───── Data in this exercise
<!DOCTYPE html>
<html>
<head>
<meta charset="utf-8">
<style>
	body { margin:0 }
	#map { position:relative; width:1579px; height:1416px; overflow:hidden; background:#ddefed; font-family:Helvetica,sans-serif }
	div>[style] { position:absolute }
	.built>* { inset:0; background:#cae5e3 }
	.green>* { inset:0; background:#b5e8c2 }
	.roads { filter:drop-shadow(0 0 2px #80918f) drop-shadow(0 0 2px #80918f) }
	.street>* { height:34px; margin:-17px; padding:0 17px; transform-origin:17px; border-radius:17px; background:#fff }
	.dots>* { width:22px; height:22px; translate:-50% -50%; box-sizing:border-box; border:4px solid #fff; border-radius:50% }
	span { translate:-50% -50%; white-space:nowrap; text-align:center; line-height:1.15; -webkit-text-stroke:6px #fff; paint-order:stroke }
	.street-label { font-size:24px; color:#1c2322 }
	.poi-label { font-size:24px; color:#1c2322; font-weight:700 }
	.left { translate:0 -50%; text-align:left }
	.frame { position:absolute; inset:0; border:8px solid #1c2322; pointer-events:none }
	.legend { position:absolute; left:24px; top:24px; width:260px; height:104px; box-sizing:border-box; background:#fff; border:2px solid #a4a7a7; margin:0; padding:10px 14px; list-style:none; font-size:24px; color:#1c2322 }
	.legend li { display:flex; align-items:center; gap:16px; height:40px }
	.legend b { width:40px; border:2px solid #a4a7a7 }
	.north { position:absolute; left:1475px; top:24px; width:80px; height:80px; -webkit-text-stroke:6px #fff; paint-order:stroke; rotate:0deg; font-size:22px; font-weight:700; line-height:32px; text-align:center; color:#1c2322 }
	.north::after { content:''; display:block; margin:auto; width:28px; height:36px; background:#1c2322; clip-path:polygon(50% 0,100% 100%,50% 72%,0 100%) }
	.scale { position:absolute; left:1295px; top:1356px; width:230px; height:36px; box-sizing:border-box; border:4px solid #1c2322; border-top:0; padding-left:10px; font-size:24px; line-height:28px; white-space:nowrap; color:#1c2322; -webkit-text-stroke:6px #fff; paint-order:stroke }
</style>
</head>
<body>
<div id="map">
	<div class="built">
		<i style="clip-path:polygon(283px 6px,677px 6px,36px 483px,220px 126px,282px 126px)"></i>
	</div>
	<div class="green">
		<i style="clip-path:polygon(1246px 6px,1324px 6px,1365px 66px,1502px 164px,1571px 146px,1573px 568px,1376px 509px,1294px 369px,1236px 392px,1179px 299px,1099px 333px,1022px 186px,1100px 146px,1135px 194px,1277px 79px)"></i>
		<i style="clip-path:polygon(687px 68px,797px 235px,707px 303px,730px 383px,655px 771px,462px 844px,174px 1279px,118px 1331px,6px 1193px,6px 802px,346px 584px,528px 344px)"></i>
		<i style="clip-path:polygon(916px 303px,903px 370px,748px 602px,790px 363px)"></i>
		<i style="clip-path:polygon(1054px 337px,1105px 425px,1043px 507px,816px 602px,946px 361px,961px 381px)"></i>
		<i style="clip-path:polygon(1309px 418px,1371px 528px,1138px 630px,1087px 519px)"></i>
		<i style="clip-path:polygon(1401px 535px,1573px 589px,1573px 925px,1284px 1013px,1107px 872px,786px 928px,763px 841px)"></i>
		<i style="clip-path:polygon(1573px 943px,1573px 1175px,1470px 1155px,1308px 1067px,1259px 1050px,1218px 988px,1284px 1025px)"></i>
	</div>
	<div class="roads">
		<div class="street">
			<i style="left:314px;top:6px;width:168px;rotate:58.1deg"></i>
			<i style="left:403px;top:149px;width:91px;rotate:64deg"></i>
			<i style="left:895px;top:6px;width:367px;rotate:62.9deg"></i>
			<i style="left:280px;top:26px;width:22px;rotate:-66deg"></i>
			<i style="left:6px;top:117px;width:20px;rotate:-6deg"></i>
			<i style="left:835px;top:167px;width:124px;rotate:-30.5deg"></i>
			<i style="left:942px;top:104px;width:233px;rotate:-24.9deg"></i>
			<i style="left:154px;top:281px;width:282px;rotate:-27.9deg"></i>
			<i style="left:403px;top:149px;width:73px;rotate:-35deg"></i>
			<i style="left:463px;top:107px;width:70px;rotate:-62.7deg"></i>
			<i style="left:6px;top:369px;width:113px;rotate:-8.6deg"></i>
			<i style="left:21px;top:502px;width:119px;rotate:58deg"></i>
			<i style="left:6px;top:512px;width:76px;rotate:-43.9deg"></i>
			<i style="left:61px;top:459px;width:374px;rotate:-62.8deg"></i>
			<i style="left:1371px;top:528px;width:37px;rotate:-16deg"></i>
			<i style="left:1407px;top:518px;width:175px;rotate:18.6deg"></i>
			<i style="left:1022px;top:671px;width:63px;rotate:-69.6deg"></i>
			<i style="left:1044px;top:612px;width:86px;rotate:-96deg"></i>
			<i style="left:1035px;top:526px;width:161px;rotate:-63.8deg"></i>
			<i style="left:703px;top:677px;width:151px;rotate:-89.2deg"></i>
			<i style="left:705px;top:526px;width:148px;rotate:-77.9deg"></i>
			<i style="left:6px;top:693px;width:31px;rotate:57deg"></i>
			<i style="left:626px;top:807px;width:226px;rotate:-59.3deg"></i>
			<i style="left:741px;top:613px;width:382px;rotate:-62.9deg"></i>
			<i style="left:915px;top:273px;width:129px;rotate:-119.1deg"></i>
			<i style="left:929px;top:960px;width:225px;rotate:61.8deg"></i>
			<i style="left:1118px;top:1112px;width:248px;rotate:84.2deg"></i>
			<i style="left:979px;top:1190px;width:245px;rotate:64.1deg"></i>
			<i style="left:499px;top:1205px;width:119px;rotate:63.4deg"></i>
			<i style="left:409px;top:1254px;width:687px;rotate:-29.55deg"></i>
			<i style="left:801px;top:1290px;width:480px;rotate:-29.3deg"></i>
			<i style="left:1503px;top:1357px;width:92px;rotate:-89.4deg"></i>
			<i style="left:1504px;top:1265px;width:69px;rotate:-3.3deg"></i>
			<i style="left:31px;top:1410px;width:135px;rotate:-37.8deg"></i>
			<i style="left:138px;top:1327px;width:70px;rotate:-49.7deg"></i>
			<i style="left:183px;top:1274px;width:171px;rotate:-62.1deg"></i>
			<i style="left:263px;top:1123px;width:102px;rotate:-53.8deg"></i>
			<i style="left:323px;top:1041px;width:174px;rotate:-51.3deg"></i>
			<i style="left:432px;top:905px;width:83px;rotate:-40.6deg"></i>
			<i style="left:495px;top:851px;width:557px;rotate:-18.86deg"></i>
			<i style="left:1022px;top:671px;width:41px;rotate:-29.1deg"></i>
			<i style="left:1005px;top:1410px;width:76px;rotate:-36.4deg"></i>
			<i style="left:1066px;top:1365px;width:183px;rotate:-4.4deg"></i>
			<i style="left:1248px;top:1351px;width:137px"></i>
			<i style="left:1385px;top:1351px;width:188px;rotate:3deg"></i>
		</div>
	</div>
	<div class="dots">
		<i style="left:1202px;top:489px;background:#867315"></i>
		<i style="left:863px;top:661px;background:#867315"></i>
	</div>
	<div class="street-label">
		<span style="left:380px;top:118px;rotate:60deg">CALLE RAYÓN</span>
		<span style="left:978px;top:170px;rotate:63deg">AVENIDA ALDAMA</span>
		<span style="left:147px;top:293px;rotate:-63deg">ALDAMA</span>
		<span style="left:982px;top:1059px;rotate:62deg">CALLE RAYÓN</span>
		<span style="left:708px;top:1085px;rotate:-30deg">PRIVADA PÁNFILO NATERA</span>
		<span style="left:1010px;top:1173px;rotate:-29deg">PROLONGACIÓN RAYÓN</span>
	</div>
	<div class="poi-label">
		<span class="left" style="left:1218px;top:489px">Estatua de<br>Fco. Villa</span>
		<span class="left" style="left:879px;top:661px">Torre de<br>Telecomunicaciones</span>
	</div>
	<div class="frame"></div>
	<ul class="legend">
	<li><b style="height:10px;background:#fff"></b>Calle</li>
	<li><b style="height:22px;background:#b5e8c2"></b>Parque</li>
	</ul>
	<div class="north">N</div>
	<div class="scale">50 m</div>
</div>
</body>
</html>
──────────
Work required —
Begin with the first line of the records and reproduce each line as is, ending with the line that holds "content:''; display:block; margin:auto;".

Exercise solution —
<!DOCTYPE html>
<html>
<head>
<meta charset="utf-8">
<style>
	body { margin:0 }
	#map { position:relative; width:1579px; height:1416px; overflow:hidden; background:#ddefed; font-family:Helvetica,sans-serif }
	div>[style] { position:absolute }
	.built>* { inset:0; background:#cae5e3 }
	.green>* { inset:0; background:#b5e8c2 }
	.roads { filter:drop-shadow(0 0 2px #80918f) drop-shadow(0 0 2px #80918f) }
	.street>* { height:34px; margin:-17px; padding:0 17px; transform-origin:17px; border-radius:17px; background:#fff }
	.dots>* { width:22px; height:22px; translate:-50% -50%; box-sizing:border-box; border:4px solid #fff; border-radius:50% }
	span { translate:-50% -50%; white-space:nowrap; text-align:center; line-height:1.15; -webkit-text-stroke:6px #fff; paint-order:stroke }
	.street-label { font-size:24px; color:#1c2322 }
	.poi-label { font-size:24px; color:#1c2322; font-weight:700 }
	.left { translate:0 -50%; text-align:left }
	.frame { position:absolute; inset:0; border:8px solid #1c2322; pointer-events:none }
	.legend { position:absolute; left:24px; top:24px; width:260px; height:104px; box-sizing:border-box; background:#fff; border:2px solid #a4a7a7; margin:0; padding:10px 14px; list-style:none; font-size:24px; color:#1c2322 }
	.legend li { display:flex; align-items:center; gap:16px; height:40px }
	.legend b { width:40px; border:2px solid #a4a7a7 }
	.north { position:absolute; left:1475px; top:24px; width:80px; height:80px; -webkit-text-stroke:6px #fff; paint-order:stroke; rotate:0deg; font-size:22px; font-weight:700; line-height:32px; text-align:center; color:#1c2322 }
	.north::after { content:''; display:block; margin:auto; width:28px; height:36px; background:#1c2322; clip-path:polygon(50% 0,100% 100%,50% 72%,0 100%) }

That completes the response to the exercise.